The Great Eastern Ranges (GER) is a large landscape connectivity conservation initiative established in 2007. It was created to address habitat degradation, loss, and fragmentation across eastern Australia.

Although parts of the Great Eastern Ranges are well protected by national parks and reserves, much of the rich biodiversity along the ranges is found on private and public lands outside of protected areas. Research shows that the conventional approach of prioritizing the conservation of isolated patches of habitat in national parks is not sufficient by itself to ensure the long-term survival and adaptability of wildlife populations and the resilience and integrity of ecosystems – connectivity (the degree to which landscapes and seascapes allow species to move freely and ecological processes to function unimpeded) between landscapes and natural systems is critical.

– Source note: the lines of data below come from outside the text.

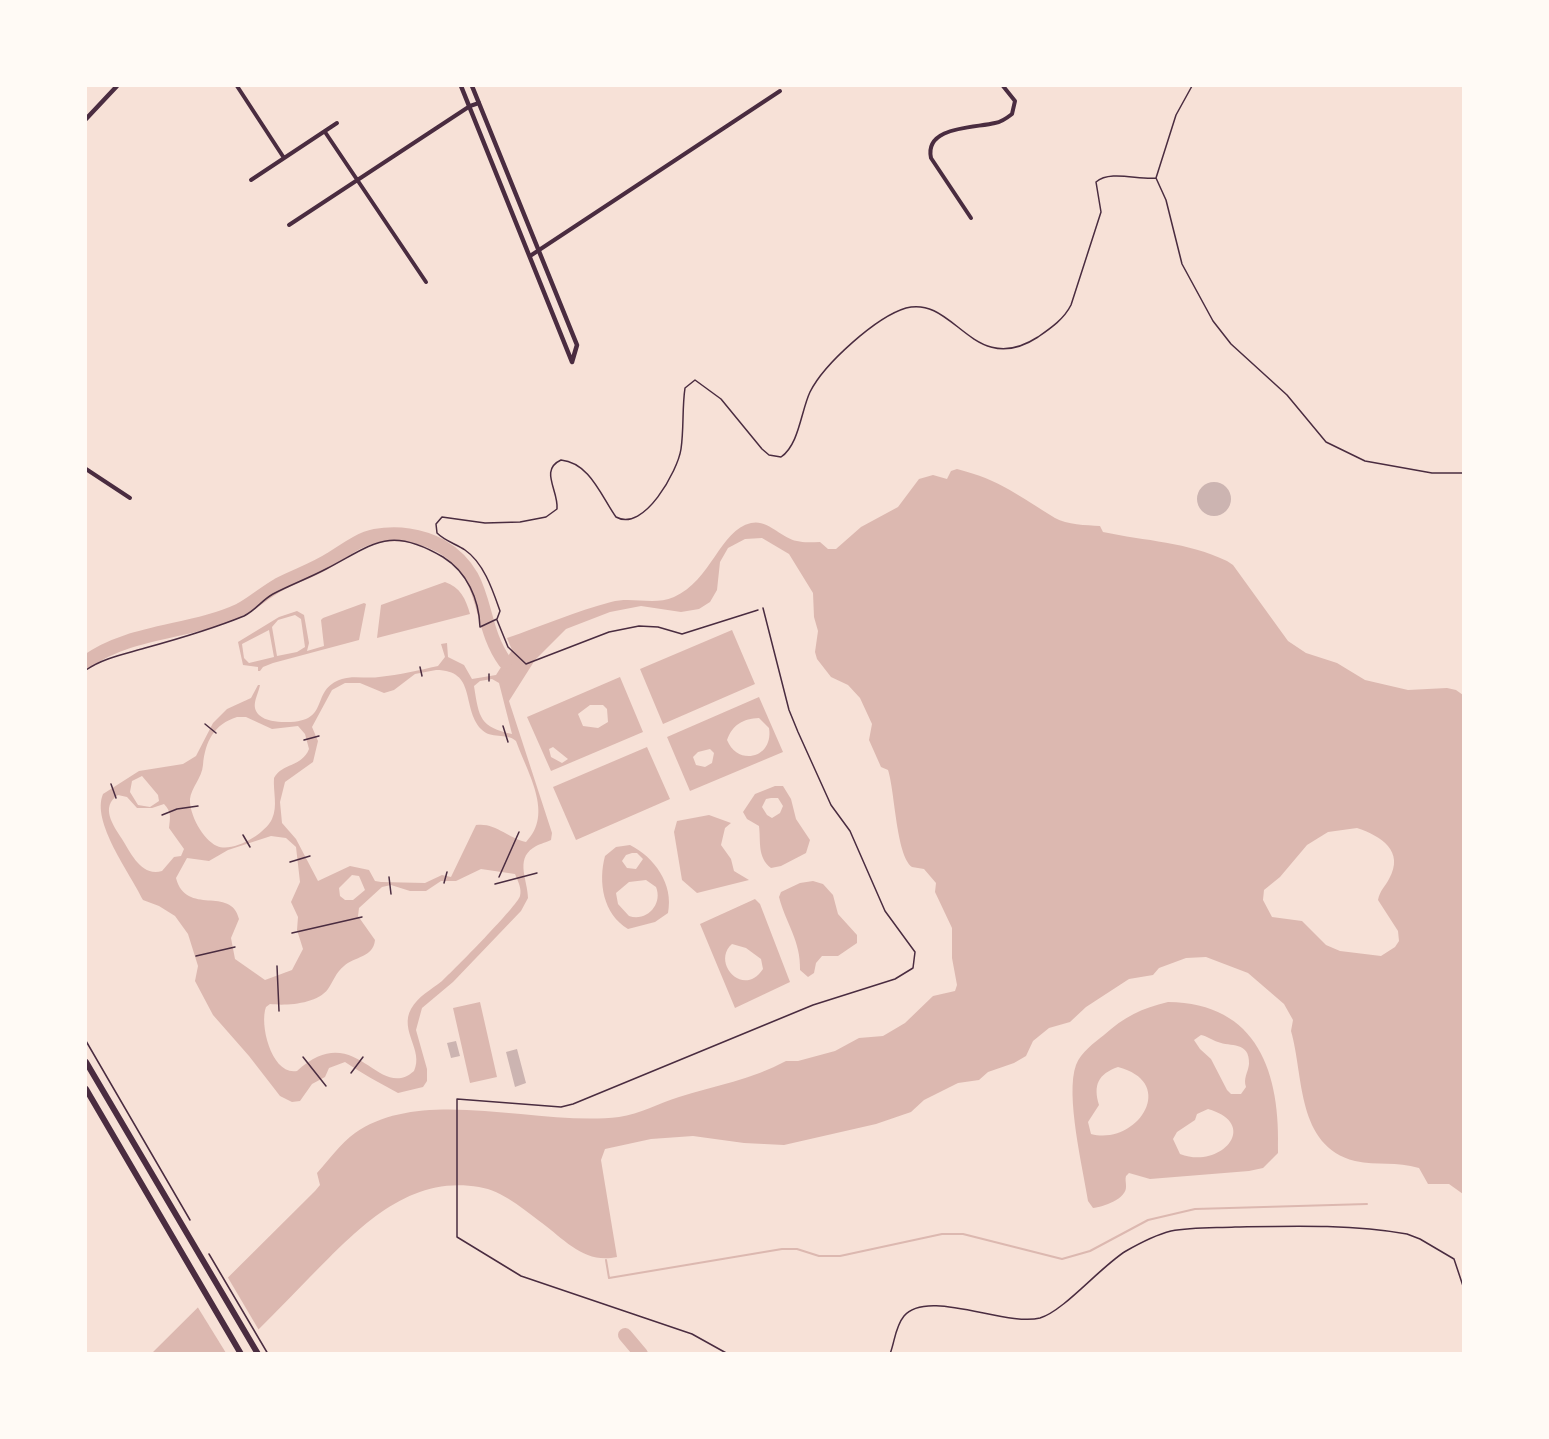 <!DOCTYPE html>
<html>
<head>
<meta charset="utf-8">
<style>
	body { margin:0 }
	#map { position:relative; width:1549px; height:1439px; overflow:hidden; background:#f7e1d7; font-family:Mulish,sans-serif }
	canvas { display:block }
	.frame { position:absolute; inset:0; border:87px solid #fffaf5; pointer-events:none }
</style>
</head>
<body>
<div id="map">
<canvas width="1549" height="1439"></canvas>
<div class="frame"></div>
</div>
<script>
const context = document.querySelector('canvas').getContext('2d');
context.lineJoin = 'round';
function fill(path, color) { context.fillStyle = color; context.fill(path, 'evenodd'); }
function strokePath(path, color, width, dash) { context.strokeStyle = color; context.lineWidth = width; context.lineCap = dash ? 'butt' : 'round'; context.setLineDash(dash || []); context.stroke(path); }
const water = new Path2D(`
	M 957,469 C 1001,480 1020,497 1055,518 C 1067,525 1086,525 1100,526 L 1103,532 C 1145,541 1188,542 1227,561 L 1233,565 L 1288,641 L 1306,653 L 1337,663 L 1365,680 L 1408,690 L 1447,688 L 1456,690 L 1463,695 L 1463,1194 L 1449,1184 L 1428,1184 L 1419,1168 C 1396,1161 1378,1166 1355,1161 C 1296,1146 1304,1076 1291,1031 L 1293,1020 L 1284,1004 L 1248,973 L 1206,957 L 1186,958 L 1159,968 L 1153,975 L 1129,979 L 1086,1007 L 1070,1022 L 1049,1028 L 1033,1041 L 1026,1056 L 1014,1063 L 988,1072 L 979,1080 L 958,1083 L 924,1100 L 911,1112 L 876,1124 L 784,1145 L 744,1143 L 693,1136 L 651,1139 L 605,1149 L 601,1160 L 617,1257 C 585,1264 566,1241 542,1223 C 523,1209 503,1191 479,1187 C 406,1174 355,1232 309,1278 C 285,1303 260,1328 235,1353 L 152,1353 L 315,1191 L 320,1185 L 317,1173 C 329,1160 340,1144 355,1133 C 423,1085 539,1127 619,1117 C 640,1114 659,1103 679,1097 C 714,1086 753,1079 786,1061 L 798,1061 L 835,1051 L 859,1038 L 883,1036 L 905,1023 L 933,996 L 955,991 L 957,985 L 952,958 L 952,928 L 935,892 L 936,883 L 924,869 L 912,867 C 896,855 895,791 888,770 L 881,767 L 869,740 L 872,724 L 860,698 L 848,685 L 831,677 L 817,659 L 815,652 L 818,631 L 814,617 L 813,593 L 789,554 L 762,538 L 745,539 L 728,548 L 720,562 L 717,590 L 710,602 L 699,609 L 681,612 L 641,606 L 610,612 L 566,629 L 535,660 L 509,701 L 552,833 L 551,840 C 545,843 538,844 533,848 C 515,860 528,881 528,898 L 521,911 L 453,982 L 422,1008 L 416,1030 L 427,1069 L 427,1081 L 423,1087 L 398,1093 C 380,1083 361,1073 345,1062 L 329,1068 L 325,1077 L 312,1084 L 300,1101 L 292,1102 L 280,1096 L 249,1056 L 213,1015 L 195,981 L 198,966 L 188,934 L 175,916 L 159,906 L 143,900 C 130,873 91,822 103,794 L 139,771 L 183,764 L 196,756 L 213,723 L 227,709 L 251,698 L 258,685 L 260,685 C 258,696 250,706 259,715 C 266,721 276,722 285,722 C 333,723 308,690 342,679 C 353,675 368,679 379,677 C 400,675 419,670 438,666 L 445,657 L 441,644 L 447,643 L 448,657 L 464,665 L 472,679 L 496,675 L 512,650 L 507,638 C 542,626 576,611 611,602 C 632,596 653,606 674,597 C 711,581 720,530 751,523 C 768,519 781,538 797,541 C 804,543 812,542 820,542 L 828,549 L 836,549 L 861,527 L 898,507 L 919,479 L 933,475 L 947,479 L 951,471 ZM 436,670 C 477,670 461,707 481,729 C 491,740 506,732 516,741 C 528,774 554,814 526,842 C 508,838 495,822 476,825 L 451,877 L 442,875 L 425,883 L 381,882 L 375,881 L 369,870 L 350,866 L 318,881 L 296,839 L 282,823 L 280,802 L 285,782 L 313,762 L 318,741 L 312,727 L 332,690 L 345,683 L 360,683 L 384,693 L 394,690 L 415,674 ZM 492,679 L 499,683 L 512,734 C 480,727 479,718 474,686 L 480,681 ZM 237,717 L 246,717 L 272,729 L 298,726 L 305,734 L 309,749 C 302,767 282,763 274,778 C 273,792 278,806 272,819 C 265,834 233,853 217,846 C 203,840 189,814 190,799 C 191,788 202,778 203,765 C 205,742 214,724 237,717 ZM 142,776 L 158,795 L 159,801 L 150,807 L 138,805 L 130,792 L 132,781 ZM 118,795 L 127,797 L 137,808 L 152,808 L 164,804 C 172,812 170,818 169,828 L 184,849 L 181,856 L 174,857 L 162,871 C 141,877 131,853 122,839 C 113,825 100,807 118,795 ZM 1357,828 C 1381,836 1405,851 1389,879 C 1385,887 1380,890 1378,900 L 1398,931 L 1399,941 L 1395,947 L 1381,956 L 1340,951 L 1326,945 L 1302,921 L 1272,917 L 1263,900 L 1264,890 L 1280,877 L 1307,845 L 1328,832 ZM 271,836 L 286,838 L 296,847 L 300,882 L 291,902 L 298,917 L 297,930 L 303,949 L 292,970 L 265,980 L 235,959 L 231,938 L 239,919 C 231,885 186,917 176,878 L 187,858 L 209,861 L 228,850 ZM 481,869 L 515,874 C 518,881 522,889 520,896 C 518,905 453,971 442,981 C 431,990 418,996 411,1009 C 399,1031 424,1050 414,1071 C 378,1103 356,1017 297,1071 C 272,1076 259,1025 266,1007 L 270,1004 C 286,1006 317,1004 328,989 C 333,982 336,972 344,966 C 355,956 373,958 375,940 L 358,916 L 359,908 L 382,887 L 391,885 L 410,891 L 426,891 L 441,881 L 456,881 ZM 352,875 L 359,876 L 365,890 L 353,900 L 345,900 L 340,896 L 339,888 Z
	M 445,582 C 460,587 466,599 470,614 L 377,638 L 381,605 Z
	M 364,603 L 366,604 L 359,640 L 273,663 L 263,667 L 260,671 L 258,671 L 258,667 L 243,665 L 238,642 L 279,617 L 297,611 L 304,615 L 309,643 L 307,651 L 324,646 L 321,620 L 323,618 ZM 295,615 L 301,619 L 305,647 L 297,652 L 277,656 L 272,627 L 278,620 ZM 269,630 L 274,657 L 249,663 L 244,658 L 242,644 Z
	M 732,630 L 755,684 L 663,724 L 640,669 Z
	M 620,677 L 643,732 L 551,771 L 527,717 ZM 603,705 L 607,709 L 608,722 L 598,728 L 583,726 L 578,714 L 590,705 ZM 553,747 L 568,759 L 562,763 L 551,757 L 549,749 Z
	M 759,697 L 783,752 L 690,791 L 667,737 ZM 759,718 L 769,728 C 774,758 738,767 727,740 C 733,724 743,719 759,718 ZM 710,749 L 714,753 L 712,763 L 705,767 L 696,765 L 693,757 L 698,752 Z
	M 647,747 L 670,799 L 576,840 L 553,787 Z
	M 775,786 L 783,786 L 791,799 L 796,819 L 810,840 L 806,853 L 781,866 L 771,868 C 757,857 761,842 759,826 L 747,819 L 743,812 L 755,794 ZM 771,798 L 778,798 L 783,806 L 780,813 L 772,818 L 767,815 L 762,807 L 766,799 Z
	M 709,815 L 731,823 L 725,828 L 721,845 L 731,859 L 734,871 L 749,880 L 697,893 L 682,880 L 674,832 L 677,821 Z
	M 630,845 C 654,857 674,884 668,913 L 655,922 L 628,929 C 603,914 598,882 605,856 L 616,847 ZM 632,853 L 637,853 L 643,859 L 636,869 L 627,868 L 622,861 L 626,855 ZM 646,880 L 656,887 C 663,904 647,922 629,916 L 618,904 L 616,893 L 629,882 Z
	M 813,881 L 823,884 L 833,895 L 838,914 L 857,935 L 857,943 L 838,956 L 822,956 L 816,963 L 814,973 L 808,977 L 800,970 C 801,941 786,924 779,897 L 781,892 L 800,883 Z
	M 755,899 L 760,904 L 790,982 L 735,1008 L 700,924 ZM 732,944 L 746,948 L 761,959 L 763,969 C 743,999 711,962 732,944 Z
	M 480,1002 L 497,1077 L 470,1083 L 453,1008 Z
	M 1168,1002 C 1258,1003 1281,1073 1278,1153 L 1263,1168 L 1249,1171 L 1150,1179 L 1129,1173 L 1126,1176 C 1125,1179 1126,1182 1126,1186 C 1127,1199 1103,1207 1093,1208 L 1088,1201 C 1083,1168 1065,1095 1076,1065 C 1081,1052 1094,1043 1104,1035 C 1124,1017 1142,1008 1168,1002 ZM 1201,1035 C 1207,1036 1212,1040 1218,1042 C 1230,1047 1250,1041 1249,1064 C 1248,1073 1243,1078 1246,1087 L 1241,1094 L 1231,1094 L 1227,1090 L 1211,1059 L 1200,1049 L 1194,1040 ZM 1118,1067 C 1179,1083 1137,1146 1091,1134 L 1088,1122 L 1099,1105 C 1093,1085 1098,1074 1118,1067 ZM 1208,1109 C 1261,1124 1221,1170 1180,1154 L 1173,1139 L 1177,1132 L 1195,1120 L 1197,1114 Z`);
const pier = new Path2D(`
	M 227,1276 L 260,1332 L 240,1354 L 226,1353 L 197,1306 Z`);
const stream = new Path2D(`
	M 606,1260 L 609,1278 L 782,1249 L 797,1249 L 819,1256 L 840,1256 L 942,1234 L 963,1234 L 1062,1259 L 1090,1251 L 1148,1220 L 1195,1209 L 1367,1204`);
const river = new Path2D(`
	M 86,662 C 130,630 191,633 240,610 C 253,603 264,593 278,585 C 295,576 314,570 331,559 C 344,551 359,539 375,536 C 397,532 421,535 441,546 C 491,575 476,622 505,662
	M 625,1335 L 641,1354`);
const building = new Path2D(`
	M1197 499a17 17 0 1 1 34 0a17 17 0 1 1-34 0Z
	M 456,1041 L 460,1056 L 451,1058 L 447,1043 Z
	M 517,1049 L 526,1083 L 515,1087 L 506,1052 Z`);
const path = new Path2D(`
	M 1192,86 L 1176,115 L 1156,178 L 1166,200 L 1182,264 L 1213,321 L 1231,344 L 1287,395 L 1326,442 L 1365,461 L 1432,473 L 1464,473
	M 497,620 L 508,647 L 526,664 L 609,632 L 639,626 L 658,627 L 682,634 L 758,610
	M 420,667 L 422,676
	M 86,670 C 103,658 125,654 145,648 C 178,639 212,629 244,616 C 256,610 262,600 273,594 C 290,585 309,578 326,569 C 374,544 389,525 443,557 C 467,572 479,599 480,627 L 497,619 L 500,611 C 493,591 484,563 465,550 C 456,544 445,541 437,533 L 436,524 L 442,517 L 485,523 L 520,522 L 546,517 L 557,509 C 559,491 539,470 561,460 C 590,463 601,496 616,517 C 644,533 678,470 681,449 C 684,429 682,408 685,388 L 695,380 L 721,399 L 762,449 L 769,455 L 781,457 C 799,445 801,411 810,392 C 824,364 876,317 906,308 C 955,295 973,379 1038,337 C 1051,328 1064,319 1071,305 L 1101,212 L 1096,182 C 1110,170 1138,180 1156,178
	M 489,674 L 489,681
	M 205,724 L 216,733
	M 503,726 L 508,742
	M 304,740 L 319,736
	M 111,784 L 116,798
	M 162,815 L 177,809 L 198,806
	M 243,835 L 250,847
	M 290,862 L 310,856
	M 389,877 L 391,894
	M 499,877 L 519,832
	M 444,883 L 447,872
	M 495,884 L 537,873
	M 292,933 L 362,917
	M 196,956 L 235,947
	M 277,966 L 279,1011
	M 86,1041 L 190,1220
	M 303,1057 L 326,1086
	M 351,1073 L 363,1057
	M 209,1254 L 268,1354`);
const service = new Path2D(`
	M 728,1354 L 692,1334 L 521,1276 L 457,1237 L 457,1099 L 561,1107 L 573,1104 L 813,1005 L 895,979 L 913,968 L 915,952 L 885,911 L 850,831 L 831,805 L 798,732 L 789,710 L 763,608
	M 890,1354 C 895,1341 895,1327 904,1316 C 927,1288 1006,1327 1040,1318 C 1064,1311 1101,1266 1126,1251 C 1140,1243 1155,1235 1171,1231 C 1192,1227 1214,1228 1235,1227 C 1291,1226 1351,1224 1407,1234 L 1420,1239 L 1454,1259 L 1464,1289`);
const minor = new Path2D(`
	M 237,86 L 284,158
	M 325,132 L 426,282
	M 251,180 L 337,123
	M 971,218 L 931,158 C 924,126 975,128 995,123 C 1002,122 1007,118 1012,114 L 1015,101 L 1003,86
	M 289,225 L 470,106 L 479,103
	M 530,256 L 780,91
	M 86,469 L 130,498`);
const tertiary = new Path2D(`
	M 461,86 L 572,362
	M 472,86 L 577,345 L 572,362
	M 86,119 L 117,86`);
const primary = new Path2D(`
	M 86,1062 L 258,1354
	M 86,1089 L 241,1354`);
fill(water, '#dcb8b0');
fill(pier, '#f7e1d7');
strokePath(stream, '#dcb8b0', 2);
strokePath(river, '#dcb8b0', 14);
fill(building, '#ccb4b1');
strokePath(path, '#4a2c40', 1.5);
strokePath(service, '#4a2c40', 1.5);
strokePath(minor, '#4a2c40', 4);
strokePath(tertiary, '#4a2c40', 4.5);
strokePath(primary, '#4a2c40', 6);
</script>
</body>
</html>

GER takes a community-led approach to conservation. Through the organization's regionally based partnerships, GER engages landholders and local communities in projects that protect, connect, and regenerate priority landscapes and ecosystems. These landscapes have been selected through spatial analysis on the basis that they contain important habitat connections and climate refugia for wildlife, and the high diversity of plants and animals that occur within them.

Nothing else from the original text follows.